Malaysia’s civil aviation chief, Azharuddin Abdul Rahman, said personnel at Boeing Co. in Seattle had helped with the analysis.

“This is our best estimate of the area in which the aircraft is likely to have crashed into the ocean,” Martin Dolan, chief commissioner of the Australian Transport Safety Bureau, said at a news conference in Canberra.

He said a wide range of scenarios went into the calculation.

“We’re looking at the data from the so-called pinging of the satellite, the polling of the satellites, and that gives a distance from a satellite to the aircraft to within a reasonable approximation,” he said.
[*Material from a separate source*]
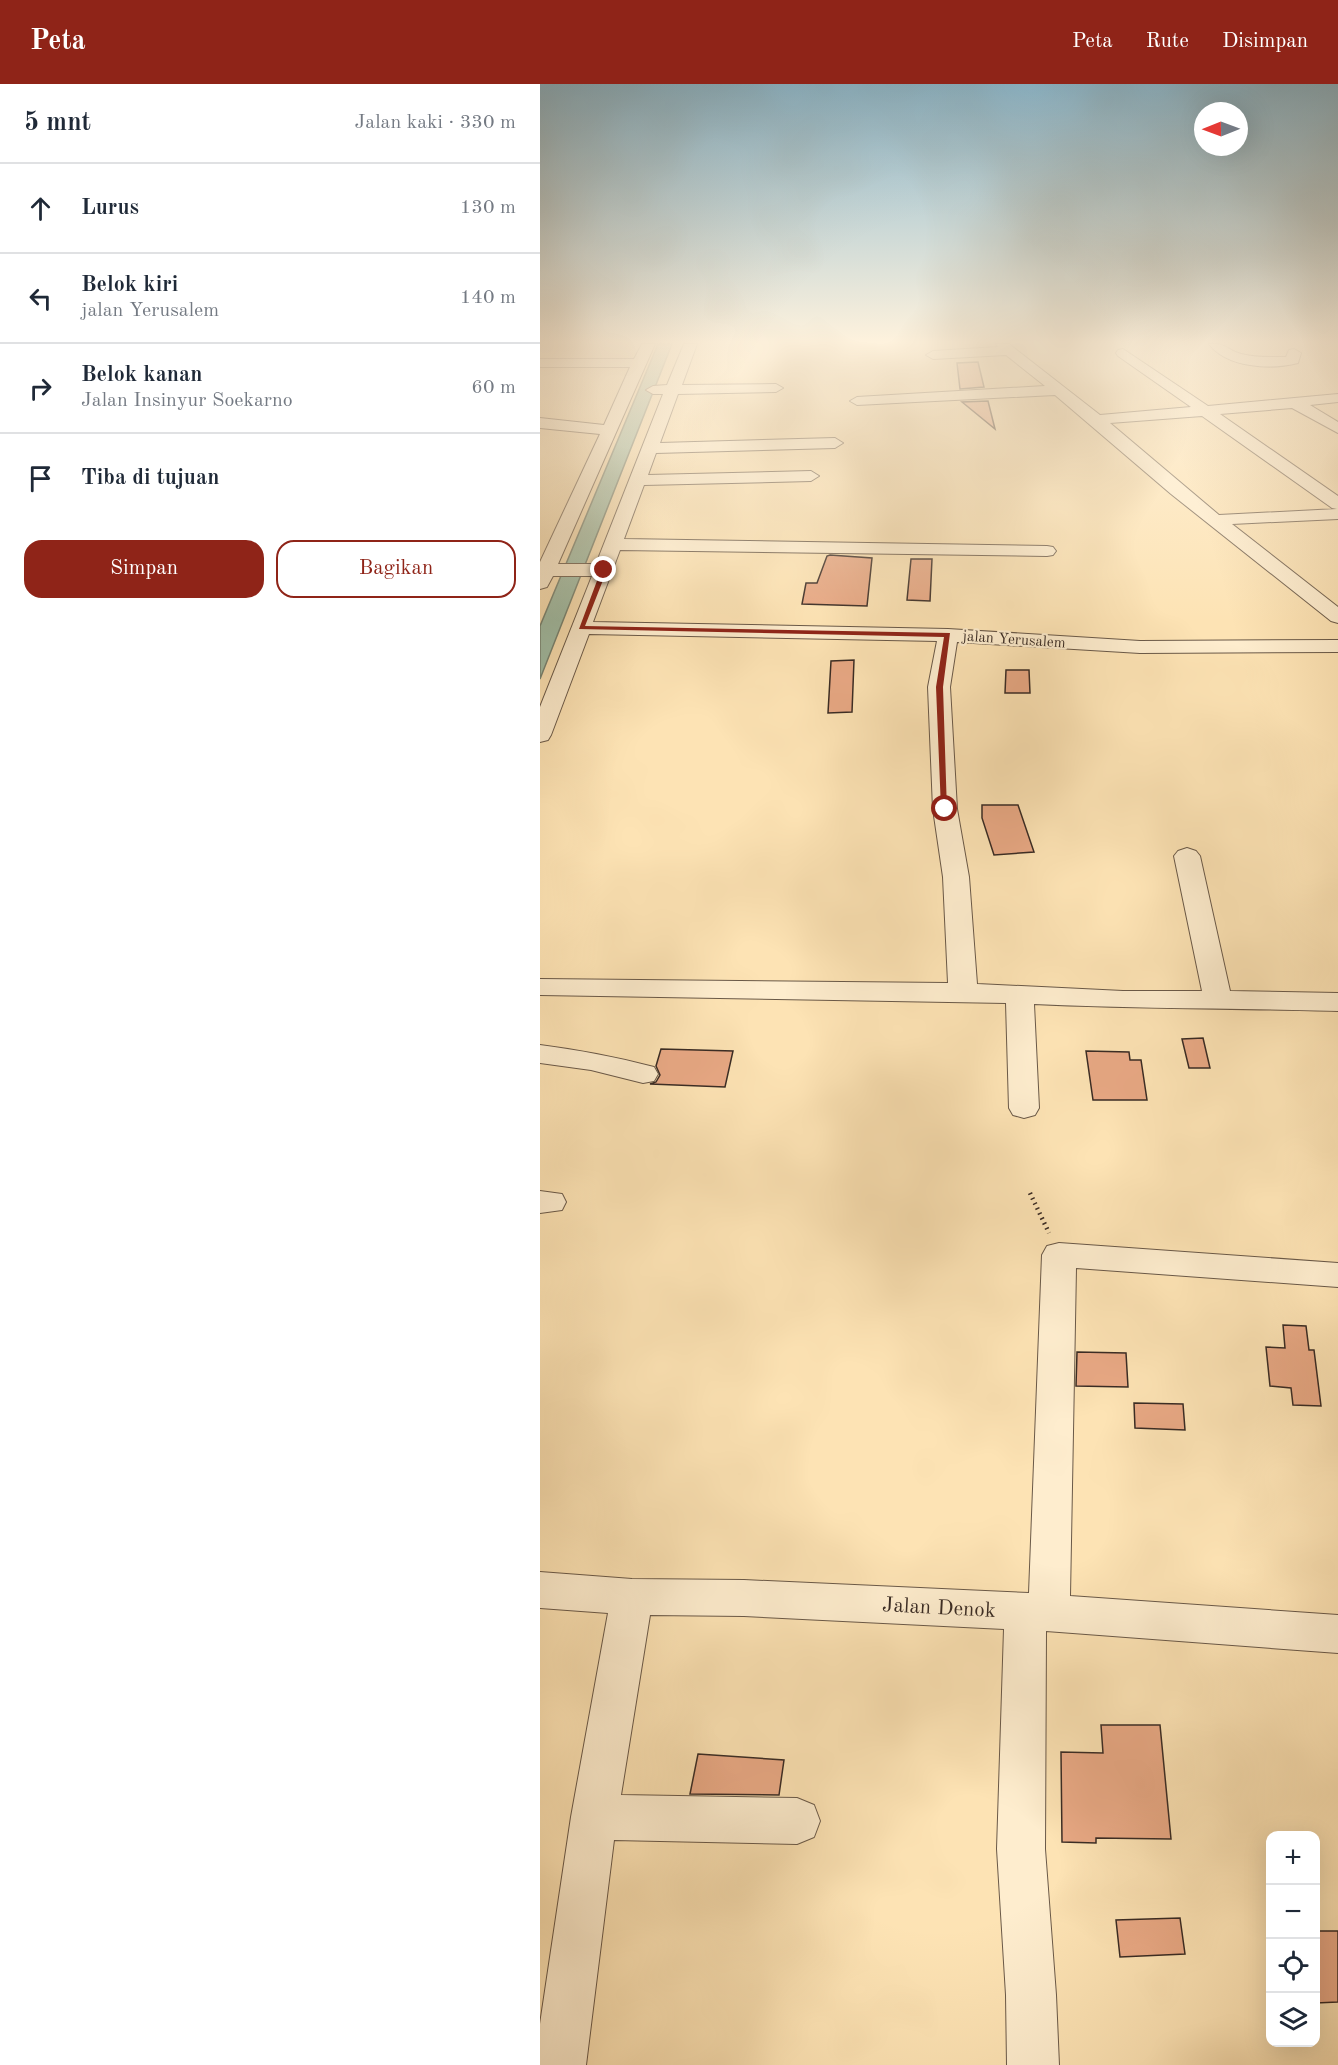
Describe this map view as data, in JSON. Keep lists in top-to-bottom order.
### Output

He said that information was coupled with various projections of aircraft performance and the plane’s distance from the satellites at given times.

In Beijing, some relatives of the 153 Chinese passengers on the plane said the shift in the search area added to their confusion and frustration.

“What on earth is the Malaysian government doing?” said Wang Chunjiang, whose brother was a passenger. “Is there anything more that they are hiding from us?”

Meanwhile Saturday, investigators continued puzzling over what might have happened aboard the plane that lead to its disappearance. A US official, speaking on condition of anonymity because the official was not authorized to speak amid an ongoing investigation, said the FBI’s searches of computer hard drives belonging to pilot and co-pilot, including a flight simulator with deleted files, have yielded “no significant information” about what happened to the plane or what role, if any, the crew might have played in its disappearance.